Neuroprotective effects of piperine, an alkaloid from the Piper genus, on the Parkinson's disease model in rats

Abstract

Piperine (PIP), an alkaloid from the Piper genus plants, presents biological properties, including potent anti-inflammatory actions. Since neuroinflammation plays a key role in Parkinson's disease (PD), the objectives were to evaluate the neuroprotective activity of PIP in a model of PD. Male Wistar rats were divided as: sham-operated (SO), untreated 6-OHDA (lesioned in the right striatum) and 6-OHDA lesioned and treated orally with PIP (5 and 10 mg/kg, 2 weeks).
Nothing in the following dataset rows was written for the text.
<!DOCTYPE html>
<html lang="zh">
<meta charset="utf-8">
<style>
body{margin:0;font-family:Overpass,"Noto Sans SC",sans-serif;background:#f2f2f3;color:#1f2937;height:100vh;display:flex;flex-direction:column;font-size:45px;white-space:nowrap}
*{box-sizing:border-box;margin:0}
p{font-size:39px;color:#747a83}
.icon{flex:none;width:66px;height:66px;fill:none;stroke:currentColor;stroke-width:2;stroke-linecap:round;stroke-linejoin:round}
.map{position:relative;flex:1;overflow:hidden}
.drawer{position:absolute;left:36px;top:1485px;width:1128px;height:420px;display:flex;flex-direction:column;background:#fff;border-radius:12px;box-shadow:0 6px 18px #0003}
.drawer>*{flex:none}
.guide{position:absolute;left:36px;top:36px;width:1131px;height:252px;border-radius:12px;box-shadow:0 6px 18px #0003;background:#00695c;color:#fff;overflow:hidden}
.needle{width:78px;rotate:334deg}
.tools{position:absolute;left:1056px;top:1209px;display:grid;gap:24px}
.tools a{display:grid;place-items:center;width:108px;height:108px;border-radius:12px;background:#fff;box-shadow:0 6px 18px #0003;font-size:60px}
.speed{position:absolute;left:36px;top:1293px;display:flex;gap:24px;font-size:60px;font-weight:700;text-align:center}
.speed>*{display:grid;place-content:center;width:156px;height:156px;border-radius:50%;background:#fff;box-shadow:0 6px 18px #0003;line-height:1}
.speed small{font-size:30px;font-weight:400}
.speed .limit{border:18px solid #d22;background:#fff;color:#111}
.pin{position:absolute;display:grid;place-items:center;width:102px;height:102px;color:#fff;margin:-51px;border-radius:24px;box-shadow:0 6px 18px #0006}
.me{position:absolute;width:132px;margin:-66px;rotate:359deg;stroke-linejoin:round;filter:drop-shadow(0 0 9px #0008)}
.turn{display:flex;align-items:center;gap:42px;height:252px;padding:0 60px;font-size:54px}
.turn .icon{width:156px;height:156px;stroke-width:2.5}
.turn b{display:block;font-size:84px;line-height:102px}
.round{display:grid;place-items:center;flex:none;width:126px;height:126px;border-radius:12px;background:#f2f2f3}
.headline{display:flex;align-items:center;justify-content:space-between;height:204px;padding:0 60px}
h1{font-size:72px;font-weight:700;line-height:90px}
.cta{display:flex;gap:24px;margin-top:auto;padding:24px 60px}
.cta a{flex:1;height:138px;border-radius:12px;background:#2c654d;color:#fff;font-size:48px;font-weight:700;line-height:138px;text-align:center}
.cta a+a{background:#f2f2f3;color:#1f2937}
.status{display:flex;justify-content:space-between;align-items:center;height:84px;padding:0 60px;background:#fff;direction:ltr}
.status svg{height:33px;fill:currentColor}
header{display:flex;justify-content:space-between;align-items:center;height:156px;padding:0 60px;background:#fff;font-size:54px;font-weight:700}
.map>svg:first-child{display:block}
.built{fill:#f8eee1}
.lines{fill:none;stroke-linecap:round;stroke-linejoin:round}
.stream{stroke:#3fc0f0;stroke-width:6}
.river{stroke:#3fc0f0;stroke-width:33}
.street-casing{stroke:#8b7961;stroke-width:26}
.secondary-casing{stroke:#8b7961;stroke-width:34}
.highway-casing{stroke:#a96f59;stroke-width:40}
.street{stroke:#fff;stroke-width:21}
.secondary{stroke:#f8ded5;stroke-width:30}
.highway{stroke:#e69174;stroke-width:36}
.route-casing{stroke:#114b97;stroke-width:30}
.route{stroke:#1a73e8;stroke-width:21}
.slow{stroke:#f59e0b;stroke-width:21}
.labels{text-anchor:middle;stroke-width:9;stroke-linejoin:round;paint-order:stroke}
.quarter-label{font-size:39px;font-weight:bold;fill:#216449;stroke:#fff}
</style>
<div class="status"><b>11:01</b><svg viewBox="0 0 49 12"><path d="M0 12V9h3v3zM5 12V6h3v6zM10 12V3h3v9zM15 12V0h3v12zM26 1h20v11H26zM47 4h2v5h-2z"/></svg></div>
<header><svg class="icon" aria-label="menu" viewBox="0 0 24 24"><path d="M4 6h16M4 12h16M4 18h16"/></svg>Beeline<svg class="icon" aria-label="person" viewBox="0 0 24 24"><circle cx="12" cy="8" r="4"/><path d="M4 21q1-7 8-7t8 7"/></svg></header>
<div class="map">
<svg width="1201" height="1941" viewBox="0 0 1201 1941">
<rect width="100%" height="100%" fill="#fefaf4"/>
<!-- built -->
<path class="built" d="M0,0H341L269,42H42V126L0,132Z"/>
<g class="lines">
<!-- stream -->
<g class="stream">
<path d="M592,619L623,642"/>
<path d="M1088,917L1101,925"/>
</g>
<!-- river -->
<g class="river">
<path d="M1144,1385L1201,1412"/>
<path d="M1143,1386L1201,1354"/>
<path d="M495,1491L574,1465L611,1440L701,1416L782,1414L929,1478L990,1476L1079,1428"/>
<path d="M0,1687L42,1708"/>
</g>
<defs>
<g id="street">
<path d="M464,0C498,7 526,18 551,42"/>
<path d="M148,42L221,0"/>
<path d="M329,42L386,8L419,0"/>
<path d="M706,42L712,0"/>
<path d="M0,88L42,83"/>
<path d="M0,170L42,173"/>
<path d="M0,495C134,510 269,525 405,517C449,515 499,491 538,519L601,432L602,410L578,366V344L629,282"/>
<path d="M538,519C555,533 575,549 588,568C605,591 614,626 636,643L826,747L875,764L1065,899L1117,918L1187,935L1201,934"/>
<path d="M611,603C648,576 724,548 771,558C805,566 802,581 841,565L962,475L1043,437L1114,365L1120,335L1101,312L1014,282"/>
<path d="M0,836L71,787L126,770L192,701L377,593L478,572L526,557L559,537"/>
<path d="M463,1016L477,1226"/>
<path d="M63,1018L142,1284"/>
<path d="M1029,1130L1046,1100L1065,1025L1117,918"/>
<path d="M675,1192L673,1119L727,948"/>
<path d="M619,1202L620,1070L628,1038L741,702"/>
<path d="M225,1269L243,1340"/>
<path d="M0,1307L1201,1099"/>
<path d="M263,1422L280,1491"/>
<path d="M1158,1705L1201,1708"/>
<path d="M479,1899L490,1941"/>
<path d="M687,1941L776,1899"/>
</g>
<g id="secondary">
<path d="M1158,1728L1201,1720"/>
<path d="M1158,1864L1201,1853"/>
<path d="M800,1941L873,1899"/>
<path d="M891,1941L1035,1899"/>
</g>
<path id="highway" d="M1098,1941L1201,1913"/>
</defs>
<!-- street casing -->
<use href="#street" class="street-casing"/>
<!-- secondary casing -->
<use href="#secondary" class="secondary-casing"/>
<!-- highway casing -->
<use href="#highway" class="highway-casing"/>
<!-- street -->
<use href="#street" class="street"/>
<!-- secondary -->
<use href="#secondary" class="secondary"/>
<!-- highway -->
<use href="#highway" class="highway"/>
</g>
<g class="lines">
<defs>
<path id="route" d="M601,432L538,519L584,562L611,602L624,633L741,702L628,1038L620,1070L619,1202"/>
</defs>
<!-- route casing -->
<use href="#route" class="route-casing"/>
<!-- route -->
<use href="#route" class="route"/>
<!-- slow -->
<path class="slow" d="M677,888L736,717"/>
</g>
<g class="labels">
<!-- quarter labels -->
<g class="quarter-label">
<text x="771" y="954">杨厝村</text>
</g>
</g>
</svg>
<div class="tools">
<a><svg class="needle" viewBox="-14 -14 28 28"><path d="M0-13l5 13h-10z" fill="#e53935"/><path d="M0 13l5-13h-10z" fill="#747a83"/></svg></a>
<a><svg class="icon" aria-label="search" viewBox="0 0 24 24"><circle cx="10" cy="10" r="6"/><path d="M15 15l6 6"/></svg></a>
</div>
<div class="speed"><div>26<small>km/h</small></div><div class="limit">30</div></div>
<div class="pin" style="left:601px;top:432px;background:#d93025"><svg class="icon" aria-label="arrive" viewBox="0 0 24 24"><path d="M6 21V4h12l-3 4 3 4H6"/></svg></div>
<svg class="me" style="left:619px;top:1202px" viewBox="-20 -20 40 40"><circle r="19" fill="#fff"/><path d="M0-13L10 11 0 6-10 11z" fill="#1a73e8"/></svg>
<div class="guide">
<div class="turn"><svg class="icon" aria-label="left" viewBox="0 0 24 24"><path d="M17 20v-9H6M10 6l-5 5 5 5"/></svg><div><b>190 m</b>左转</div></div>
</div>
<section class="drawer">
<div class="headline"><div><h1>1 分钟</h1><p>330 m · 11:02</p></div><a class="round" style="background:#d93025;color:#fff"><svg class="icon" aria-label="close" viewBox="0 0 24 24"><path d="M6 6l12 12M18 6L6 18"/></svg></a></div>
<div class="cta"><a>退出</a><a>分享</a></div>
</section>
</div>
The SO group was injected with saline into the right striatum. The SO and untreated 6-OHDA groups were administered with water, for 2 weeks. All animals were subjected to behavioral (open field, rotarod, and apomorphine-induced rotations tests), neurochemical (DA and DOPAC determinations), histological (fluoro jade staining) and immunohistochemical analyses (TH, DAT, TNF-alpha and iNOS). The results showed that PIP reversed behavioral alterations observed in the untreated 6-OHDA group. DA and DOPAC contents decreased in the striatal lesioned side of the untreated 6-OHDA group, but this change was in part reversed by PIP, at the higher dose. The fluoro jade fluorescence, observed in the untreated 6-OHDA group was attenuated after PIP treatments. Furthermore, increased immunoreactivities for TH and DAT were completely reversed in the lesioned group after PIP treatments. In addition, a partial recovery of increased striatal immunoreactivies for TNF-alpha and iNOS was observed in the lesioned group after PIP treatments. In conclusion, PIP presented a neuroprotective action, probably a consequence of its anti- inflammatory and antioxidant properties, making the drug a potential candidate for the treatment of neurodegenerative diseases as PD.